**Provided data**
-- -- --

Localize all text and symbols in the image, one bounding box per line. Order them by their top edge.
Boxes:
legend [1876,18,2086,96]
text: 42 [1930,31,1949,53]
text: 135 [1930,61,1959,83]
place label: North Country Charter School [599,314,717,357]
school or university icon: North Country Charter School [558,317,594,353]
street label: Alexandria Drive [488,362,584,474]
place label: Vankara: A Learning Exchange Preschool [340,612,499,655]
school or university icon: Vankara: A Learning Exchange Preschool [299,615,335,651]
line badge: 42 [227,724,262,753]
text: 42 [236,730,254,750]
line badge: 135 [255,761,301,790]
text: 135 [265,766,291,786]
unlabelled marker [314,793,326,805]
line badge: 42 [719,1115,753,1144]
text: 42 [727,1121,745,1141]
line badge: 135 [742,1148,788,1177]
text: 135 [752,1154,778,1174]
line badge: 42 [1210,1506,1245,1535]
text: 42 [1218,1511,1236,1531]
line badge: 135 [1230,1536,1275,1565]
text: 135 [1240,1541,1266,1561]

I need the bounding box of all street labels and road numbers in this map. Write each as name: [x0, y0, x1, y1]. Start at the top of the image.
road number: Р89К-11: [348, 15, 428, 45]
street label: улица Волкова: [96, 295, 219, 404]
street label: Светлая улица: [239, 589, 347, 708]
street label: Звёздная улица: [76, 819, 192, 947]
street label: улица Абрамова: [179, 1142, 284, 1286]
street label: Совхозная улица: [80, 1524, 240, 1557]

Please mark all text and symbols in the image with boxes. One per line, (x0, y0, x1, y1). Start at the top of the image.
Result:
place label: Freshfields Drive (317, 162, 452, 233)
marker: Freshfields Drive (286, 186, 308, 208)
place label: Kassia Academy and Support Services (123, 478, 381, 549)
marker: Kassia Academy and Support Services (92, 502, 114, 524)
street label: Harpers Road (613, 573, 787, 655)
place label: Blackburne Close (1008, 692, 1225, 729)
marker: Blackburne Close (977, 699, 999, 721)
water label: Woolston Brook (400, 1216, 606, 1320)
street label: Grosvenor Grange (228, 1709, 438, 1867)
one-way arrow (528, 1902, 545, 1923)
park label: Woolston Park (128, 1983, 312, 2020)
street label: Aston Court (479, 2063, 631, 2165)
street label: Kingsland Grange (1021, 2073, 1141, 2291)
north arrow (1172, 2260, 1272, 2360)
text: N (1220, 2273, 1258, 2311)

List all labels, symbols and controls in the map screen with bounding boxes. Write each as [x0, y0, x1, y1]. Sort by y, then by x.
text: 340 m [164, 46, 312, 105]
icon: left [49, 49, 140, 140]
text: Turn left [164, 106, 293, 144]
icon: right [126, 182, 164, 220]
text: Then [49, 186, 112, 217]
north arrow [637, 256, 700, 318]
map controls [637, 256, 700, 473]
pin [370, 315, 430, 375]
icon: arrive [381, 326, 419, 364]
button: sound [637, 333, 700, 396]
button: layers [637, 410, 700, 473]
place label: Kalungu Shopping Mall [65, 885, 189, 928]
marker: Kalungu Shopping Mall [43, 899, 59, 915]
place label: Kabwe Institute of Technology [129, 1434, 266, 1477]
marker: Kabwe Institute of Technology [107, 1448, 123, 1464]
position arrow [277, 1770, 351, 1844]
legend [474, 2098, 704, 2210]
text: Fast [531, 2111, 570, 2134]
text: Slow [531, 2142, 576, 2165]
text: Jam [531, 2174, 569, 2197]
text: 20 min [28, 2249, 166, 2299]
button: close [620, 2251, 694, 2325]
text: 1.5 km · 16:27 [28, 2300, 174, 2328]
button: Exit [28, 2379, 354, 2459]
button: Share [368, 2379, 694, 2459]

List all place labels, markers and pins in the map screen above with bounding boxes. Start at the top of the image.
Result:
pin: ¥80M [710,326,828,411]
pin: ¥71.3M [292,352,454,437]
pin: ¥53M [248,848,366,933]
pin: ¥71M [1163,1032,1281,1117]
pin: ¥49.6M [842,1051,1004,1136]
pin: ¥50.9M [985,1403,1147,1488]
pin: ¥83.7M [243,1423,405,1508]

-- -- --

**Task objective**
Set all of the data down again exactly.

**Response for this exercise**
Localize all text and symbols in the image, one bounding box per line. Order them by their top edge.
Boxes:
legend [1876,18,2086,96]
text: 42 [1930,31,1949,53]
text: 135 [1930,61,1959,83]
place label: North Country Charter School [599,314,717,357]
school or university icon: North Country Charter School [558,317,594,353]
street label: Alexandria Drive [488,362,584,474]
place label: Vankara: A Learning Exchange Preschool [340,612,499,655]
school or university icon: Vankara: A Learning Exchange Preschool [299,615,335,651]
line badge: 42 [227,724,262,753]
text: 42 [236,730,254,750]
line badge: 135 [255,761,301,790]
text: 135 [265,766,291,786]
unlabelled marker [314,793,326,805]
line badge: 42 [719,1115,753,1144]
text: 42 [727,1121,745,1141]
line badge: 135 [742,1148,788,1177]
text: 135 [752,1154,778,1174]
line badge: 42 [1210,1506,1245,1535]
text: 42 [1218,1511,1236,1531]
line badge: 135 [1230,1536,1275,1565]
text: 135 [1240,1541,1266,1561]

I need the bounding box of all street labels and road numbers in this map. Write each as name: [x0, y0, x1, y1]. Start at the top of the image.
road number: Р89К-11: [348, 15, 428, 45]
street label: улица Волкова: [96, 295, 219, 404]
street label: Светлая улица: [239, 589, 347, 708]
street label: Звёздная улица: [76, 819, 192, 947]
street label: улица Абрамова: [179, 1142, 284, 1286]
street label: Совхозная улица: [80, 1524, 240, 1557]

Please mark all text and symbols in the image with boxes. One per line, (x0, y0, x1, y1). Start at the top of the image.
Result:
place label: Freshfields Drive (317, 162, 452, 233)
marker: Freshfields Drive (286, 186, 308, 208)
place label: Kassia Academy and Support Services (123, 478, 381, 549)
marker: Kassia Academy and Support Services (92, 502, 114, 524)
street label: Harpers Road (613, 573, 787, 655)
place label: Blackburne Close (1008, 692, 1225, 729)
marker: Blackburne Close (977, 699, 999, 721)
water label: Woolston Brook (400, 1216, 606, 1320)
street label: Grosvenor Grange (228, 1709, 438, 1867)
one-way arrow (528, 1902, 545, 1923)
park label: Woolston Park (128, 1983, 312, 2020)
street label: Aston Court (479, 2063, 631, 2165)
street label: Kingsland Grange (1021, 2073, 1141, 2291)
north arrow (1172, 2260, 1272, 2360)
text: N (1220, 2273, 1258, 2311)

List all labels, symbols and controls in the map screen with bounding boxes. Write each as [x0, y0, x1, y1]. Sort by y, then by x.
text: 340 m [164, 46, 312, 105]
icon: left [49, 49, 140, 140]
text: Turn left [164, 106, 293, 144]
icon: right [126, 182, 164, 220]
text: Then [49, 186, 112, 217]
north arrow [637, 256, 700, 318]
map controls [637, 256, 700, 473]
pin [370, 315, 430, 375]
icon: arrive [381, 326, 419, 364]
button: sound [637, 333, 700, 396]
button: layers [637, 410, 700, 473]
place label: Kalungu Shopping Mall [65, 885, 189, 928]
marker: Kalungu Shopping Mall [43, 899, 59, 915]
place label: Kabwe Institute of Technology [129, 1434, 266, 1477]
marker: Kabwe Institute of Technology [107, 1448, 123, 1464]
position arrow [277, 1770, 351, 1844]
legend [474, 2098, 704, 2210]
text: Fast [531, 2111, 570, 2134]
text: Slow [531, 2142, 576, 2165]
text: Jam [531, 2174, 569, 2197]
text: 20 min [28, 2249, 166, 2299]
button: close [620, 2251, 694, 2325]
text: 1.5 km · 16:27 [28, 2300, 174, 2328]
button: Exit [28, 2379, 354, 2459]
button: Share [368, 2379, 694, 2459]

List all place labels, markers and pins in the map screen above with bounding boxes. Start at the top of the image.
Result:
pin: ¥80M [710,326,828,411]
pin: ¥71.3M [292,352,454,437]
pin: ¥53M [248,848,366,933]
pin: ¥71M [1163,1032,1281,1117]
pin: ¥49.6M [842,1051,1004,1136]
pin: ¥50.9M [985,1403,1147,1488]
pin: ¥83.7M [243,1423,405,1508]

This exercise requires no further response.